Il y a quelques jours encore la menace que fait peser l’islamisme violent sur l'occident était analysée comme simple hypothèse en Italie. Les services de sécurité pouvaient se montrer rassurants : « jusqu’ici, aucun élément ne nous permet de dire qu’il existe des cellules terroristes dans notre pays ou qu’il y ait des infiltrés dans les vagues de migrants venant de Libye », n’a cessé de répéter le ministre de l’Intérieur, Angelino Alfano.

Tout en maintenant une vigilance accrue sur les objectifs stratégiques et en ne minorant pas la portée des proclamations du mouvement de l’Etat islamique (« nous planterons notre drapeau sur la coupole de la Basilique Saint-Pierre », « nous sommes au sud de Rome », « si vous nous menez la guerre en Libye, nous mettrons des milliers de bateaux d’immigrés à l’eau » etc.., les services spécialisés ne cessent d’inviter les populations à ne pas céder à la psychose. Le Premier ministre Matteo Renzi est intervenu, assurant que l’Italie avait « les moyens de faire face ».

Mais les djihadistes se montrent chaque jour plus précis. Et chaque jour le scénario de ces « loups solitaires » auteurs des attentats sanglants de Paris et de Copenhague  de ces dernières semaines est envisagé avec effroi. Durant le week-end, il a été mis la main sur un message de l’Etat islamique directement – c’est la première fois – adressé aux Italiens et en italien ! Un agent recruteur, que les services spécialisés présentent comme étant l’Algérien K.H., 37 ans, ayant fréquenté l’université orientale de Naples, a ouvert un site sur internet. En un italien impeccable, il y a proclamé : « L’Etat islamique,(est) une réalité que je voudrais te communiquer ».

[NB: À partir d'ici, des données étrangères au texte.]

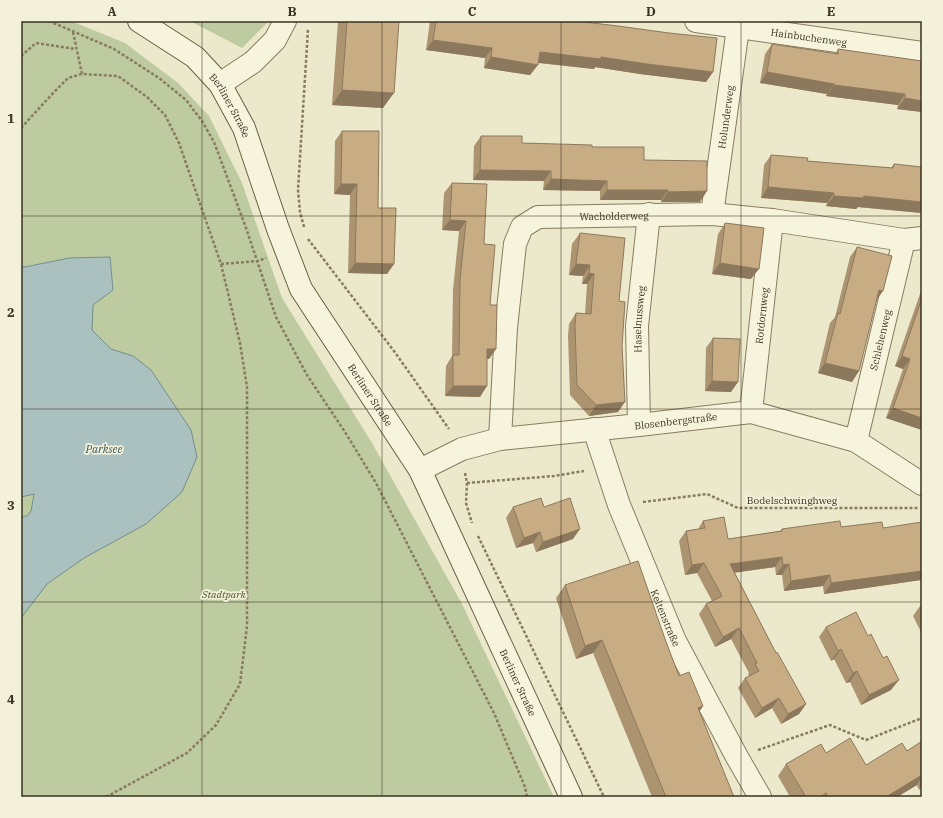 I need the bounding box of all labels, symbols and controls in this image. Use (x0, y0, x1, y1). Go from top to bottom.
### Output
text: A (107, 3, 117, 20)
text: B (287, 3, 297, 20)
text: C (468, 3, 477, 20)
text: D (646, 3, 656, 20)
text: E (827, 3, 835, 20)
street label: Hainbuchenweg (770, 26, 848, 49)
street label: Berliner Straße (206, 71, 253, 139)
street label: Holunderweg (715, 84, 737, 150)
text: 1 (7, 110, 15, 127)
street label: Wacholderweg (579, 209, 649, 223)
street label: Haselnussweg (631, 284, 648, 353)
street label: Rotdornweg (752, 286, 772, 345)
text: 2 (7, 304, 15, 321)
street label: Schlehenweg (867, 308, 894, 372)
street label: Berliner Straße (345, 361, 395, 429)
street label: Blosenbergstraße (634, 410, 718, 432)
water label: Parksee (85, 442, 122, 456)
street label: Bodelschwinghweg (747, 494, 838, 507)
text: 3 (7, 497, 15, 514)
park label: Stadtpark (201, 588, 247, 601)
street label: Keltenstraße (647, 588, 683, 649)
street label: Berliner Straße (497, 647, 539, 718)
text: 4 (7, 691, 15, 708)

Une fois découvert, le site a été fermé, bien entendu. Mais les messages qu’il a eu le temps de diffuser ont pu toucher des esprits vulnérables. Or c’est précisément par internat que la plupart des auteurs des attentats de ces dernières semaines en France, au Danemark ou au Canada ont été « touchés par la grâce » djihadiste. Et en Italie, cela relance de plus belle le débat sur l’immigration considérée comme possible vecteur d’un islam de sang. Samedi dernier, « l’autre Matteo » comme on l’appelle, Matteo Salvini, leader du parti populiste et xénophobe de la Ligue du Nord, a fait descendre sur la place quelque 100.000 manifestants selon ses propres décomptes.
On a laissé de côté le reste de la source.